In early May 2020, six weeks after the novel coronavirus had made its way to Boston, I was preparing for my first shift at Boston Medical Center’s “influenza-like illness” (ILI) clinic. The purpose of the clinic was to unburden our emergency department of the less severely ill patients whose symptoms were suggestive of covid-19. As a primary care doctor for adults and a health disparities researcher, I had spent the past few weeks conducting medical visits by telephone, following my patients’ hospital courses from the emergency department through the ICU and in most cases, back to their homes. I was also helping to homeschool my daughters, age 12 and 14. My husband, a writer and Russian literature professor, was teaching our daughters Anna Karenina. Without a daily commute and with a hiatus in some of my research, I had time to join the class. One Tolstoyan sentence, early in the novel, struck me: “There was no answer, except the general answer life gives to all the most complex and insoluble questions. That answer is: one must live for the needs of the day…” I lived for the needs of the day by supporting my family: food shopping, cooking, cleaning, walking our poodle; and caring for my patients—from a distance.
During semiweekly video meetings, our primary care leaders encouraged us to “step up” and volunteer to help care for infected patients. A combination of duty and guilt prompted me to sign up for additional on-call sessions and eventually, the ILI clinic. The Sunday evening before my first shift, the medical director sent a detailed e-mail outlining the clinic workflow and testing guidelines. Her e-mail concluded with an invitation to call her cell phone “liberally.” Anxiety overcoming me, I called her with a list of questions. Was I at risk for bringing the infection home to my family? From what the medical director shared with me, each anxious medical provider was anxious in her own way. One colleague, for example, was staying in a nearby hotel, apart from her family, while working in the clinic.

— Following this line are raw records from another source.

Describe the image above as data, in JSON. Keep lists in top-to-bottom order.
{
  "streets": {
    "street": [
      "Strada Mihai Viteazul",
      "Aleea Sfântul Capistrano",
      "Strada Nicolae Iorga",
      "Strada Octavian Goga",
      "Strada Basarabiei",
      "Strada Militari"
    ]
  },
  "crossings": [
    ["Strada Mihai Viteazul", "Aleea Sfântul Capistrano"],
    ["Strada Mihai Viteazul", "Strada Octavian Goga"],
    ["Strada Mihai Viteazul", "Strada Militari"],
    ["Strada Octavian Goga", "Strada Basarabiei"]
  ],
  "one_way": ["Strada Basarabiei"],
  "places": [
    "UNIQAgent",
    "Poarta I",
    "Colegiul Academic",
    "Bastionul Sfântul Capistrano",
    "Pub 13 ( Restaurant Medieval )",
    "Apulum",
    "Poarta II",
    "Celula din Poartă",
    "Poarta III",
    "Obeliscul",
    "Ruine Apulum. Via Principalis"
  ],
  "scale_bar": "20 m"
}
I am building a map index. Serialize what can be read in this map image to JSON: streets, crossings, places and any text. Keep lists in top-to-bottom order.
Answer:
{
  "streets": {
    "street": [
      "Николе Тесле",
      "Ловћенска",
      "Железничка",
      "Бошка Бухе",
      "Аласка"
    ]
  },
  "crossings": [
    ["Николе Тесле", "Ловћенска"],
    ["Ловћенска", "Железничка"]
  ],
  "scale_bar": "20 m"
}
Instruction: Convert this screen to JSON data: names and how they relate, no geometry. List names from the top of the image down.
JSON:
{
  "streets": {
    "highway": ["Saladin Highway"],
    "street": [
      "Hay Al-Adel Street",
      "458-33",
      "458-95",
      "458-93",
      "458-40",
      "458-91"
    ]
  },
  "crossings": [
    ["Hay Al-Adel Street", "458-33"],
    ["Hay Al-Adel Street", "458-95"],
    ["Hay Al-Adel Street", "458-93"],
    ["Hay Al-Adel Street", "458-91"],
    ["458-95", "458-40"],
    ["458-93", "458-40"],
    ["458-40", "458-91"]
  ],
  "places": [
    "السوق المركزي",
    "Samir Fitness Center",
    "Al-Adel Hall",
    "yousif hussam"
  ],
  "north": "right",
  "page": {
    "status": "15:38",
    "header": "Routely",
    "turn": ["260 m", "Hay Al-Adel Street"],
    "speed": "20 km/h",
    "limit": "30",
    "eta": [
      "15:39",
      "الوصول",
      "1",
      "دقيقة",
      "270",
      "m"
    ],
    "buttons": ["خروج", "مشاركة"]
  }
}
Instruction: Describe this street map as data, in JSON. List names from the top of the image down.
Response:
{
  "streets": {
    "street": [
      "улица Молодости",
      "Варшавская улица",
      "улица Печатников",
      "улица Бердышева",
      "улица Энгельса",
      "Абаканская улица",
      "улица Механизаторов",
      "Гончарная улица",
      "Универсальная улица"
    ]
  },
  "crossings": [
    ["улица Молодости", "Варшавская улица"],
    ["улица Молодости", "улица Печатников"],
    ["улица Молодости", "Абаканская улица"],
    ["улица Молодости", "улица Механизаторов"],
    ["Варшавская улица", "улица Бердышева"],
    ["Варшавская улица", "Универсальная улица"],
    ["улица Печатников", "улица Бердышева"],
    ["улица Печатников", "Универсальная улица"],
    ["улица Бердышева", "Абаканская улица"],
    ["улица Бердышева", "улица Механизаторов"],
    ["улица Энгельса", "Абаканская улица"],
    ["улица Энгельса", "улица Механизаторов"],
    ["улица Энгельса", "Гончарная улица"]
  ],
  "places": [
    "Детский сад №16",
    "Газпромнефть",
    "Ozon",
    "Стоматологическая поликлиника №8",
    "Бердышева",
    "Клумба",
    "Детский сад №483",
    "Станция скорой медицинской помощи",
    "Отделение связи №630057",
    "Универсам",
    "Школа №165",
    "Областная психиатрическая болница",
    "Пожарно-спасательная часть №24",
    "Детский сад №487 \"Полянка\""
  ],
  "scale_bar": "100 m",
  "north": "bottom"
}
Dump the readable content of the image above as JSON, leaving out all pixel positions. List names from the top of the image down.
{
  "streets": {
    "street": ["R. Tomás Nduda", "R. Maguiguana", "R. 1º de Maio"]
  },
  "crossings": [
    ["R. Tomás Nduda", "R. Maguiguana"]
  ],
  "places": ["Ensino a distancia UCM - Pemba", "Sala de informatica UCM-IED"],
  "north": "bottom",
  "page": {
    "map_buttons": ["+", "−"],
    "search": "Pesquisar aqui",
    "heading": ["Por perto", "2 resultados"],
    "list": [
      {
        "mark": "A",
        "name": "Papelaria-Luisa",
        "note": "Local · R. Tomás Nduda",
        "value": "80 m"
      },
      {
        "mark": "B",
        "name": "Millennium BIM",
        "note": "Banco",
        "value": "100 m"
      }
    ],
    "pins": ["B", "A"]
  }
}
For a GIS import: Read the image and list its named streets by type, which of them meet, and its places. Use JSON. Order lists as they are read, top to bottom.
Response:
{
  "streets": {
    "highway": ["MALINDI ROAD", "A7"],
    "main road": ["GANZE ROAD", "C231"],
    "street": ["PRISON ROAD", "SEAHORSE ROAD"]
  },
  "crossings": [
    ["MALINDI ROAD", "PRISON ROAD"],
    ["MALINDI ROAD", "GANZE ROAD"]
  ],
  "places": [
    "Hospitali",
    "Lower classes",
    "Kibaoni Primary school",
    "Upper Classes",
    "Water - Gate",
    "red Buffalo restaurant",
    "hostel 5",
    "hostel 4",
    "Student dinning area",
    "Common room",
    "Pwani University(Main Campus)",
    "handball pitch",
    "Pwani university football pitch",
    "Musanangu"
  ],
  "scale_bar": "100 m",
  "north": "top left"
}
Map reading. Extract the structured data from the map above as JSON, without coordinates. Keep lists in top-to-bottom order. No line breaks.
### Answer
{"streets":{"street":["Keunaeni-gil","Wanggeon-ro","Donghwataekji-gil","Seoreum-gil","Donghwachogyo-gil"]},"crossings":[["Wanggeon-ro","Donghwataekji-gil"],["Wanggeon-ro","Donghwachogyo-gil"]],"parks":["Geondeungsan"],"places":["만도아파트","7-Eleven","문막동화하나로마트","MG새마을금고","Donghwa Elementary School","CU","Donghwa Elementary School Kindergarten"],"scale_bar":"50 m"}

Earlier in my medical career, I had fearlessly—and perhaps injudiciously—worked in settings where I had significant exposures to infectious pathogens. As a medical student, I had taken a year off to study the epidemiology of multiple drug-resistant tuberculosis in the favelas of Northeastern Brazil. Dressed in all white, but without a mask, I had interviewed families with tuberculosis in their poorly ventilated homes. As a senior resident, I had scrubbed in on caesarean sections with HIV-infected women in South Africa. Learning that the virus had not yet infected a single health care worker in the ILI clinic, my fears about contracting covid-19 dissipated.
I received an e-mail the morning of my first ILI shift from a former colleague, an infectious diseases physician in Brazil with whom I have been in sporadic contact over the years. He asked me if I was OK, and attached an educational video he had made, in Portuguese, about the importance of wearing masks. I took his e-mail to be a sign—a sign that all of us physicians around the globe were in this pandemic together, and that volunteering for the ILI clinic was the right thing for me to do.
Evaluating patients in the ILI clinic reminded me of practising medicine abroad; in addition to time spent in Brazil and South Africa, I had worked in Nepal as a fourth-year medical student. In these settings, we had little or no diagnostic testing available. A clinic director in Kwazulu-Natal, South Africa, where malaria was highly prevalent, had asked me to evaluate children. Responding to my discomfort, he advised me that the most important distinction to make was whether a patient looked “sick” versus “not sick.” In the ILI clinic, I spoke to patients through my N95 mask and face shield, but did not examine them. The medical assistants checked three vital signs: oxygen saturation, heart rate, and temperature. I quickly appreciated the value of an ambulating saturation and heart rate; a dropping saturation and increasing heart rate prompted me to send a few patients to our emergency department for further evaluation. I evaluated a young woman with an underlying health condition. She looked sick, needing to sit in a chair while waiting in line to register. While all of her vital signs appeared normal, the fact that she “looked sick” prompted me to send her to the emergency department. She was indeed unwell, and required urgent treatment.
In the midst of the pandemic, my family and I moved to a new townhouse overlooking a historic cemetery on the outskirts of Boston. As I walk my dog, I sometimes hear bagpipes playing. I continue to work in the ILI clinic, and am now volunteering on a palliative care team serving gravely ill patients in the emergency department. My daughters and I finished Anna Karenina. The character of Levin, who struggles throughout the novel with the meaninglessness of life in the face of death, concludes the novel by saying “my life now…has the unquestionable meaning of the good which it is in my power to put into it!” Tolstoy infuses his favorite character with a vision of harmony. Yet, just as the number of coronavirus cases in Boston began to fall, the injustice of George Floyd’s violent death set the nation on fire. Fittingly, at the same time, my daughters and I began our next Russian classic, Crime and Punishment.